A l'écoute des femmes


Pour les femmes de notre génération, Le Carnet d'or a fait l'effet d'une révolution dans la littérature car il relate, pour la première fois sous cette forme, la vie quotidienne des femmes —, non pas celle de femmes d'élite, comme Virginia Woolf —, mais celle des femmes en quête d'épanouissement en dehors des rôles traditionnels, dans la vaste classe moyenne qui se construisait dans l'après-guerre. Lessing tend une oreille sensible aux accents universels de leur discours et restitue fidèlement les soucis quotidiens et les aspirations à la liberté de ces femmes. Elle révèle les problèmes matériels des femmes divorcées, leur difficulté à jongler avec la vie professionnelle, les responsabilités parentales et le désir d'amour, leur solitude et leur malaise sexuel, autant de sujets rarement développés à l'époque, mais qui sont toujours d'actualité aujourd'hui.

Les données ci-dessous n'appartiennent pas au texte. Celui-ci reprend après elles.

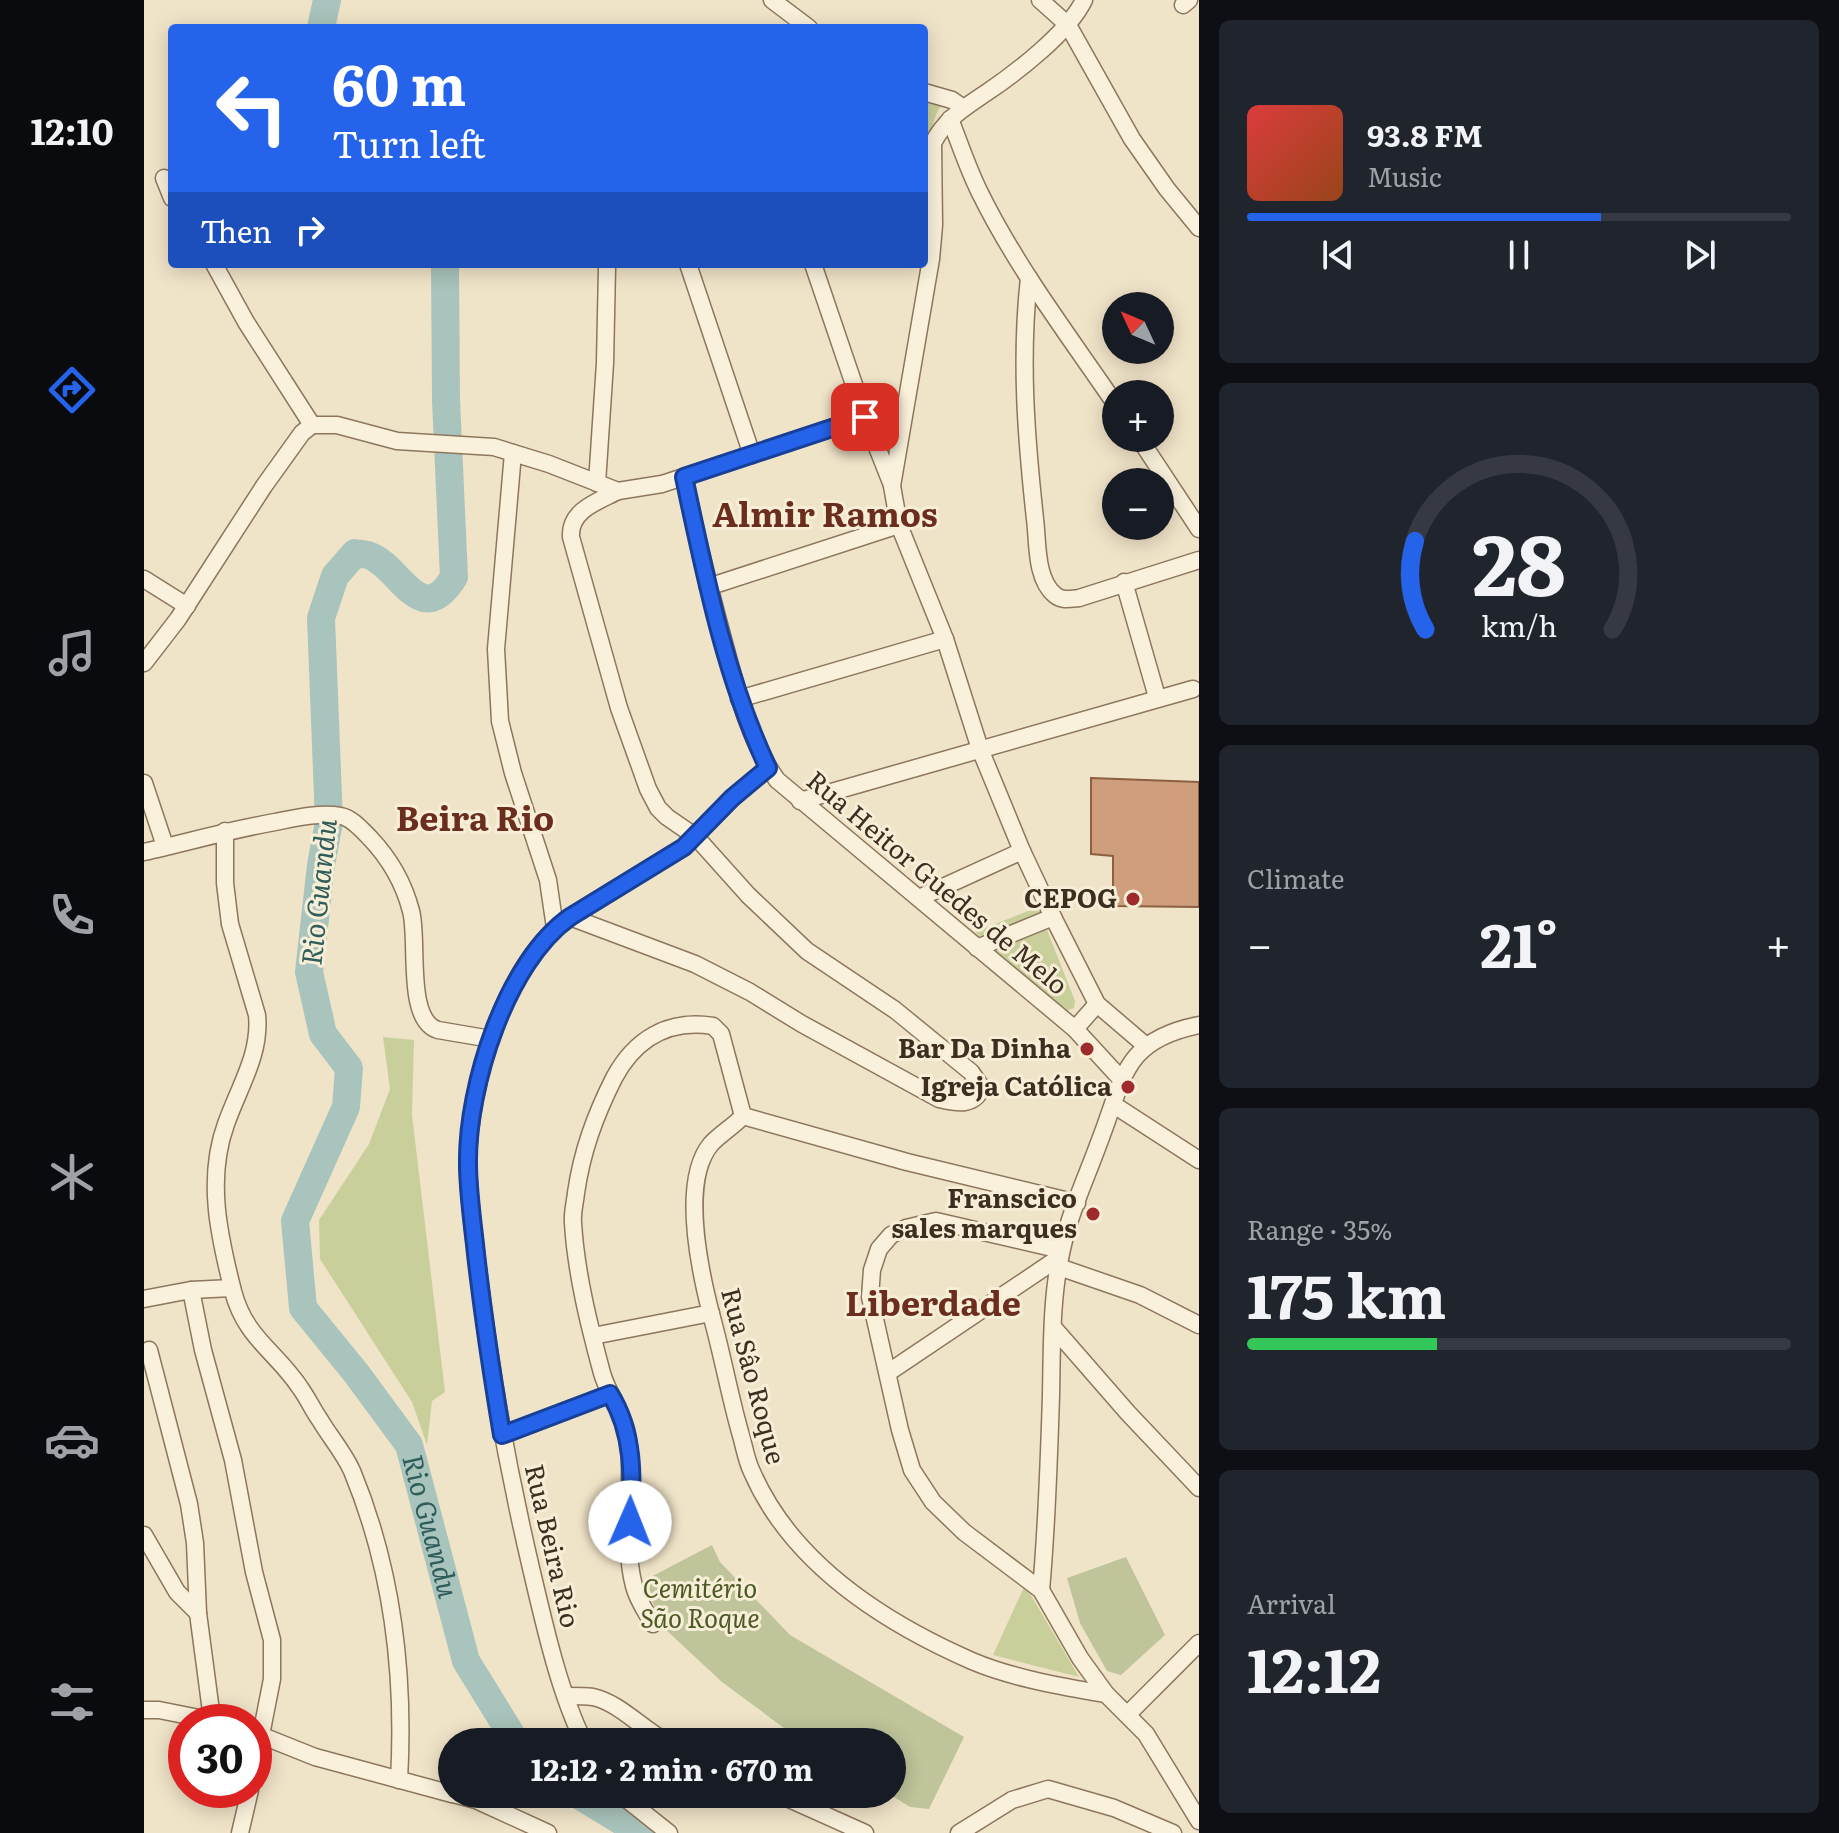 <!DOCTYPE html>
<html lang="en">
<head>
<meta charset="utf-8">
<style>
  body { margin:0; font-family:Literata,serif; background:#20242c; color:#f1f3f6; height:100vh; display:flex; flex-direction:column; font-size:30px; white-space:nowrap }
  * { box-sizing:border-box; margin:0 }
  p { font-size:26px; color:#9ea1a6 }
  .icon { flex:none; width:44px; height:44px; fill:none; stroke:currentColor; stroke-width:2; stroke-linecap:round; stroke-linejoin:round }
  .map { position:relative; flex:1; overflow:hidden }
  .drawer { display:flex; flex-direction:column; gap:20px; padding:20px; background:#0d0f14; width:640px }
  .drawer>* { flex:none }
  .banner { position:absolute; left:24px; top:24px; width:760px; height:244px; border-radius:8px; box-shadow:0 4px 20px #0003; background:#2563eb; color:#fff; overflow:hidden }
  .needle { width:52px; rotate:314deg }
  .fabs { position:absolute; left:958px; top:292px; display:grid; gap:16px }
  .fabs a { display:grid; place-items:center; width:72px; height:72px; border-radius:50%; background:#171b24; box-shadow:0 4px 20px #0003; font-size:40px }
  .speed { position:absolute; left:24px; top:1704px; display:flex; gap:16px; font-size:40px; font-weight:700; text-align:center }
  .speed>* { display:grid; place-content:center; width:104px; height:104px; border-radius:50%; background:#171b24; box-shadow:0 4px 20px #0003; line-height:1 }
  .speed .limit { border:12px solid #d22; background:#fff; color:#111 }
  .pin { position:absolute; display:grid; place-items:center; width:68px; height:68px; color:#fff; margin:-34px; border-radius:16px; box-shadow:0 4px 12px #0006 }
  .me { position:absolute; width:88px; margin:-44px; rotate:1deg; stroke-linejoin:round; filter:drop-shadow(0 0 6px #0008) }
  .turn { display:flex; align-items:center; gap:28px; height:168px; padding:0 32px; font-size:36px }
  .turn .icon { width:104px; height:104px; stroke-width:2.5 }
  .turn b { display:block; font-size:56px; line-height:68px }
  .then { display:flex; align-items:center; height:76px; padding:0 32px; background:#0003; gap:16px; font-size:30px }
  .big { font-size:60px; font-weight:700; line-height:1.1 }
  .drawer .card { flex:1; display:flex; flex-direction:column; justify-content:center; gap:12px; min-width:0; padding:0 28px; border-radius:12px; background:#20242c }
  .drawer .dial { align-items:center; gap:0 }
  .dial svg { height:208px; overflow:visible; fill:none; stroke:#363941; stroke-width:7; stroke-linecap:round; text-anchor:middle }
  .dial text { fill:#f1f3f6; stroke:none }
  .song { display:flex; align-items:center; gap:24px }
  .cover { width:96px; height:96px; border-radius:12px; background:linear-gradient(135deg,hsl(0 70% 55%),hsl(20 70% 35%)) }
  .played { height:8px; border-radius:4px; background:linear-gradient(90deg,#2563eb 65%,#363941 65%) }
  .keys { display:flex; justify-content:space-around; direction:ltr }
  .heat { display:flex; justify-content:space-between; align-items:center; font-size:44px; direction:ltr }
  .charge { height:12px; border-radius:6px; background:linear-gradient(90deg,#34c759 35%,#363941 0) }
  .trip { position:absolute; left:294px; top:1728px; width:468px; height:80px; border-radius:40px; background:#171b24; box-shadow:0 4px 20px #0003; font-weight:700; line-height:80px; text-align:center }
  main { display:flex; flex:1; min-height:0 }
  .tabs { display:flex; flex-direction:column; width:144px; justify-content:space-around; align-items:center; background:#090b0e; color:#9ea1a6 }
  .tabs .icon { width:56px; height:56px }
  .tabs .on { color:#2563eb }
  .tabs b { font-size:36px; color:#f1f3f6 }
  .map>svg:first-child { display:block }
</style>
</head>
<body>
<main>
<nav class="tabs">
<b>12:10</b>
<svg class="icon on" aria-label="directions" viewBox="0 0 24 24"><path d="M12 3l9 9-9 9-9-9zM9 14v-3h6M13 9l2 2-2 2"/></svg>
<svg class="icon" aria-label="music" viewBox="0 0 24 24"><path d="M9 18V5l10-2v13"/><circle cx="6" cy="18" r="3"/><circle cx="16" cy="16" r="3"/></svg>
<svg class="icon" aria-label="phone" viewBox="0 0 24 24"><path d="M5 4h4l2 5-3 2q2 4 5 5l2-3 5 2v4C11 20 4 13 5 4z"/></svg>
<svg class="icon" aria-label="climate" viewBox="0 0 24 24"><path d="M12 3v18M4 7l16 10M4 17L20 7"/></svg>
<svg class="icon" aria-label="car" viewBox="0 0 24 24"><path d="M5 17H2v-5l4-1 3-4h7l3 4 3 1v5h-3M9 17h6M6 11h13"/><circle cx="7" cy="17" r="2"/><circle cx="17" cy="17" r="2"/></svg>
<svg class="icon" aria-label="filters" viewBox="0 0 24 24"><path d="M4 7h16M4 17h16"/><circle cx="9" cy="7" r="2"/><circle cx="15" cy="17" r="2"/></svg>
</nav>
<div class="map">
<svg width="1055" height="1833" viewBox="0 0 1055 1833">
  <rect width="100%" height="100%" fill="#f0e4c8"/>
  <g fill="#c9cf9b">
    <path d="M780 88 798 103C778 137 783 180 782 218Z"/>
    <polygon points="894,907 931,1001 930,1008 922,1011 831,932"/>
    <polygon points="239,1037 270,1040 268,1115 301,1392 288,1401 283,1445 268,1402 176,1259 175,1220 225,1144 246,1089"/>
    <polygon points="881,1585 935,1677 849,1655"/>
  </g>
  <g fill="#bfc49a">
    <polygon points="568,1545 576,1562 646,1635 820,1737 785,1809 766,1807 745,1794 748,1794 748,1742 659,1742 578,1682 521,1629 499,1581"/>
    <polygon points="982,1557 1021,1635 977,1675 963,1671 936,1623 923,1578"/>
  </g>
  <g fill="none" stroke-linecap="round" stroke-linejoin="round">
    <g stroke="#a9c4bc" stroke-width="28">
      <polyline points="177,28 183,0"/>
      <path id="s1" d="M301 264 302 400 310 577C276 632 256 565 224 555 220 554 215 554 211 553L191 576 177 618 185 822 177 865 165 972 179 1034 205 1068 202 1107 151 1221 159 1308 212 1373 265 1445 322 1661 372 1742"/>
      <polyline points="433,1794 497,1833"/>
    </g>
  </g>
  <polygon fill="#cf9f7d" stroke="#8d5f41" stroke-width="2" points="947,778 1055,782 1055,907 969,906 969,856 947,854"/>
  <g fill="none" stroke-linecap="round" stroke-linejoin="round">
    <g stroke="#8d765c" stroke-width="19">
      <g id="minor">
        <polyline points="628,0 665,28"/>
        <polyline points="896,0 924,25 988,139 1023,189 1055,228"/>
        <path d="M940 0C924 33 873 72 842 93 820 108 801 119 789 143L790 225 787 259 748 486 755 525 801 639 836 749 878 851 909 917 953 1004 1001 1045"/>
        <polyline points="1039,5 1045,0"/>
        <polyline points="780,92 808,100 818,107"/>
        <path d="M806 119C816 144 824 169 836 193 873 268 925 336 972 405"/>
        <polyline points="20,178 28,198"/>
        <polyline points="70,264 102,322 168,425"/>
        <polyline points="544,264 608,455"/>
        <polyline points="669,264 721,417 748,485"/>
        <path d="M885 278C876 360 882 436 891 519 894 541 891 579 911 595 918 601 926 599 935 598L1055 560"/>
        <polyline points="995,438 1055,529"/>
        <polyline points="369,453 352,649 356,721 369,773 404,880 411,928"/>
        <path d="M540 477C552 535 566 592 582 650 594 694 606 742 633 780L931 1029 977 1079"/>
        <polyline points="453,483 461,363 463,268"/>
        <polyline points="0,579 43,606"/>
        <polyline points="980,582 1013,697"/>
        <polyline points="564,587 755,525"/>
        <polyline points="0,663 34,619 120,486 158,433 168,425 193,425 253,441 350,447 405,464 474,491 518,484 721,417"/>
        <polyline points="595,699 801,639"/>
        <polyline points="0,783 21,846"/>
        <polyline points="656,801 1049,689"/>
        <path d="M81 831V883L86 924 113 1015C117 1054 95 1087 82 1124 62 1179 75 1236 89 1291 101 1338 132 1351 157 1389 164 1399 169 1410 176 1420 186 1437 200 1453 208 1471 249 1570 261 1674 255 1780"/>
        <path d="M0 852C44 842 86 830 131 822 151 818 176 812 197 816 208 818 218 830 226 838 245 858 260 884 267 911 275 940 261 1020 294 1030L347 1039"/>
        <polyline points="775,898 878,851"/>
        <path d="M426 917 551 964 606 992 658 1024 795 1099C813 1103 829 1107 838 1088L827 1072 751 1010 663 951 604 895 552 837 523 817 514 808 504 789 475 708 427 537C425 510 455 501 474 491"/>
        <polyline points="833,948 909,917"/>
        <polyline points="931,1029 953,1004"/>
        <polyline points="970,1105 1055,1160"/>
        <path d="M599 1116C590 1126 576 1134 567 1144 536 1181 556 1271 567 1314 578 1353 585 1393 596 1432 600 1445 602 1460 608 1472 648 1564 739 1622 828 1661 868 1678 919 1687 962 1694"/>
        <polyline points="599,1116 763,1162 933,1203"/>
        <polyline points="917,1250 792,1221 762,1228 747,1235 735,1249 728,1270 726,1297 756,1430 768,1470 789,1502 820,1532 897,1590 936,1658 962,1694 1002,1734 1055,1821"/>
        <polyline points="915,1267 996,1295 1055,1325"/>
        <polyline points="47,1290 59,1350 89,1460 110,1572 128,1640 128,1679 110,1771"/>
        <polyline points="0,1299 47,1290 88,1288"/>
        <polyline points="909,1327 984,1413 1055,1488"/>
        <polyline points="449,1336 567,1313"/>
        <polyline points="5,1350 45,1504 51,1543 54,1613 68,1719"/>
        <polyline points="745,1372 916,1257"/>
        <polyline points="358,1435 466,1394"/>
        <polyline points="0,1535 33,1592 54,1613"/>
        <path d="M897 1590C903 1525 905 1460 907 1395 908 1347 907 1296 918 1249 926 1212 943 1176 956 1140 980 1078 979 1040 1055 1025"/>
        <path d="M509 1624C502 1612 493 1599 490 1586 477 1536 492 1484 483 1434 479 1411 464 1395 458 1373 445 1325 432 1273 429 1223 428 1213 431 1203 432 1193 438 1151 451 1116 470 1078 491 1039 524 1019 569 1026L577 1034 599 1116"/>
        <path d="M423 1696C431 1696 441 1696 449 1697 476 1703 499 1730 523 1742"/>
        <polyline points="0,1710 15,1710 75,1722"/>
        <polyline points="984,1714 1055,1643"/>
        <polyline points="111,1733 171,1757 308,1794"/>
        <path d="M440 1742C415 1692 400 1623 387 1568 364 1470 346 1371 334 1270 330 1235 324 1197 324 1161 325 1085 361 962 426 917L540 847 588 798 624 768"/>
        <polyline points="309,1794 332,1800 404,1833"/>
        <polyline points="476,1794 525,1833"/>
        <polyline points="634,1794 721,1833"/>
        <polyline points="96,1833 106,1790"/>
        <polyline points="815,1833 868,1800 904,1789 970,1808 1029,1833"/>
      </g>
    </g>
    <use href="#minor" stroke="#faf1dc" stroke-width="16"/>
  </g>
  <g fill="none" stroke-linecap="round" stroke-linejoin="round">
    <g stroke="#184099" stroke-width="20">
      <path id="route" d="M486 1522C489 1477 490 1433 466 1394L358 1435C348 1375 339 1315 332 1254 329 1224 324 1193 324 1163 323 1087 362 962 426 917L540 847 588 798 624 768C581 677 561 575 540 477L721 417"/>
    </g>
    <use href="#route" stroke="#2563eb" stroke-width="14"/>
  </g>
  <g fill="#9e2a2b" stroke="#f7eed8" stroke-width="3">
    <circle cx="989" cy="899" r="8"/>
    <circle cx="943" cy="1049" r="8"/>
    <circle cx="984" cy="1087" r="8"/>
    <circle cx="949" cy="1214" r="8"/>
  </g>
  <g text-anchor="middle" stroke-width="6" stroke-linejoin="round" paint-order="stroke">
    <g font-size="26" fill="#3d2e20" stroke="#f7eed8">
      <text transform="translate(793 883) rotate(40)" y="9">Rua Heitor Guedes de Melo</text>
      <text transform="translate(609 1376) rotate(75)" y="9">Rua Sâo Roque</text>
      <text transform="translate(408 1546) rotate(77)" y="9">Rua Beira Rio</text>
    </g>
    <g font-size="26" font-weight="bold" fill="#3d2e20" stroke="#f7eed8" text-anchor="end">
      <text x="973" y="908">CEPOG</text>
      <text x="927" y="1058">Bar Da Dinha</text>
      <text x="968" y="1096">Igreja Católica</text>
      <text x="933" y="1208">Franscico<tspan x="933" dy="30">sales marques</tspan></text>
    </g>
    <g font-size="26" font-style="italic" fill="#4d5a26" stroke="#f7eed8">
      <text x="556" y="1598">Cemitério<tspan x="556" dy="30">São Roque</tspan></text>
    </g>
    <g font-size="28" font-style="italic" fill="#2f5d5a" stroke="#f7eed8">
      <text transform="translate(175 892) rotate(-84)" y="10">Rio Guandu</text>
      <text dy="10" stroke="none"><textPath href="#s1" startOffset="1482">Rio Guandu</textPath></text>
    </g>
    <g font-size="34" font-weight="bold" fill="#6b2e1e" stroke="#f7eed8">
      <text x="681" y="527">Almir Ramos</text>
      <text x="331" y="831">Beira Rio</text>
      <text x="789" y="1316">Liberdade</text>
    </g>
  </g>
</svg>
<div class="fabs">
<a><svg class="needle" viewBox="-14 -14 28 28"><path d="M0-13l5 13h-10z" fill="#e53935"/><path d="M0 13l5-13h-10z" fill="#9ea1a6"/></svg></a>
<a>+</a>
<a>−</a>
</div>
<div class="speed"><div class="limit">30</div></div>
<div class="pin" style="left:721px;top:417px;background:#d93025"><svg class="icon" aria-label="arrive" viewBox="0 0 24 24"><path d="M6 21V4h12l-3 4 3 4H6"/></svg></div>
<svg class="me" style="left:486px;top:1522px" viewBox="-20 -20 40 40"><circle r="19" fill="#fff"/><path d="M0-13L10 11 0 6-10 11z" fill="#2563eb"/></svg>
<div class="trip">12:12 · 2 min · 670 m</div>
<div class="banner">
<div class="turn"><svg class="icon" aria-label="left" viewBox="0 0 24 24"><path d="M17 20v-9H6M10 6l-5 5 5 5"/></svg><div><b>60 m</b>Turn left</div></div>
<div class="then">Then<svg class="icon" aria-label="right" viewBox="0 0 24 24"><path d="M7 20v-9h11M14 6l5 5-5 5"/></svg></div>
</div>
</div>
<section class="drawer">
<div class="card">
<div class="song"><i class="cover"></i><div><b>93.8 FM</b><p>Music</p></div></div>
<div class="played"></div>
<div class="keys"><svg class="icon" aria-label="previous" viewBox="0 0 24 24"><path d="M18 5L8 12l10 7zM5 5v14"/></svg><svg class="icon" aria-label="pause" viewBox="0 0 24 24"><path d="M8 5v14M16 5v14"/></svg><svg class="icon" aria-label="next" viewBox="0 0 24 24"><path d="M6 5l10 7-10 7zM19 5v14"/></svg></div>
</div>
<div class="card dial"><svg viewBox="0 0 100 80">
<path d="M14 69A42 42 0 1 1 86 69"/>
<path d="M14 69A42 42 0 0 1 10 35" stroke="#2563eb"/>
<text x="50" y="56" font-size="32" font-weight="700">28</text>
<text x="50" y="72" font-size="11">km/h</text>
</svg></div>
<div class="card"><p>Climate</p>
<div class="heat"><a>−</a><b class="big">21°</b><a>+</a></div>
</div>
<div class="card"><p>Range · 35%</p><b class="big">175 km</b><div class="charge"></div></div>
<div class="card"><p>Arrival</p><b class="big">12:12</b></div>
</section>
</main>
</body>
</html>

Libération, oui, guerre des sexes, non !


A l'instar de Simone de Beauvoir dans Le Deuxième Sexe, d'Anaïs Nin dans son journal, Doris Lessing parle de la condition des femmes. Pourtant, elle ne s'est jamais reconnue dans le féminisme pur et dur. Son anathème lancé à Edinbourg contre ces « femmes stupides, ignorantes et méchantes qui s'attaquent aux hommes les plus intelligents et gentils qui soient » était une provocation, bien sûr, à l'égard de féministes qui dans les années 60, voulaient faire d'elle leur porte-drapeau.

Plus ça change...


Dans Le Carnet d'or, Doris Lessing fait revivre avec talent toute une époque, ses peurs, ses illusions, ses tâtonnements et ses élans à travers la vie des femmes. Certes, les problèmes politiques et sociaux se sont décalés, ont évolué, mais les grandes questions restent.